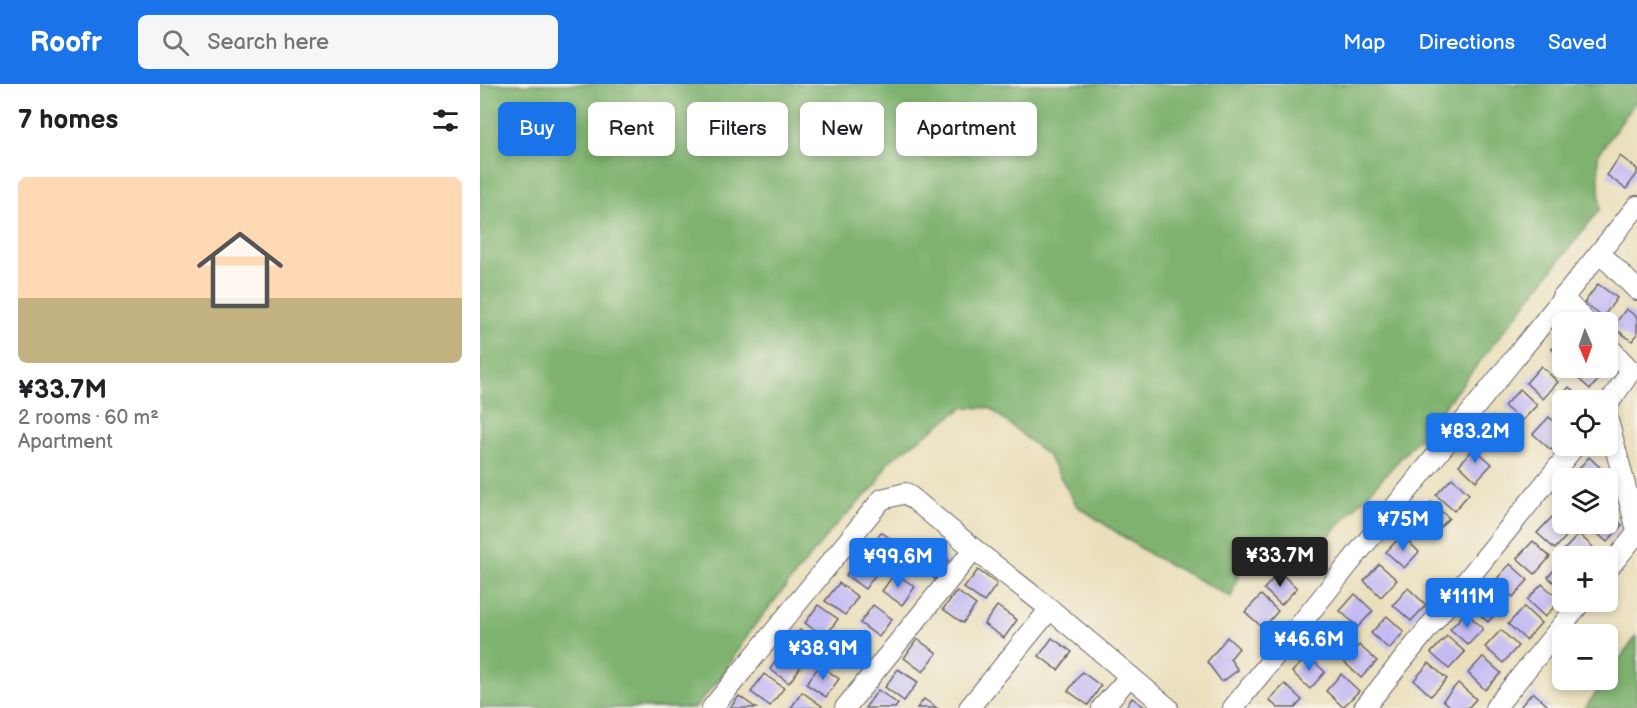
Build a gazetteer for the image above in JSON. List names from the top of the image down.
{
  "north": "bottom",
  "page": {
    "header": "Roofr",
    "search": "Search here",
    "nav": ["Map", "Directions", "Saved"],
    "heading": "7 homes",
    "chip": [
      "Buy",
      "Rent",
      "Filters",
      "New",
      "Apartment"
    ],
    "list": [
      {
        "name": "¥33.7M",
        "note": "2 rooms · 60 m² · Apartment"
      }
    ],
    "map_buttons": ["+", "−"],
    "price": [
      "¥83.2M",
      "¥75M",
      "¥33.7M",
      "¥99.6M",
      "¥111M",
      "¥46.6M",
      "¥38.9M"
    ]
  }
}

* * * *

§ WORK INSTRUCTIONS: Instruction for this listing: copy it exactly, but leave the images behind.

§ ANSWER FOR THIS EXERCISE:
Build a gazetteer for the image above in JSON. List names from the top of the image down.
{
  "north": "bottom",
  "page": {
    "header": "Roofr",
    "search": "Search here",
    "nav": ["Map", "Directions", "Saved"],
    "heading": "7 homes",
    "chip": [
      "Buy",
      "Rent",
      "Filters",
      "New",
      "Apartment"
    ],
    "list": [
      {
        "name": "¥33.7M",
        "note": "2 rooms · 60 m² · Apartment"
      }
    ],
    "map_buttons": ["+", "−"],
    "price": [
      "¥83.2M",
      "¥75M",
      "¥33.7M",
      "¥99.6M",
      "¥111M",
      "¥46.6M",
      "¥38.9M"
    ]
  }
}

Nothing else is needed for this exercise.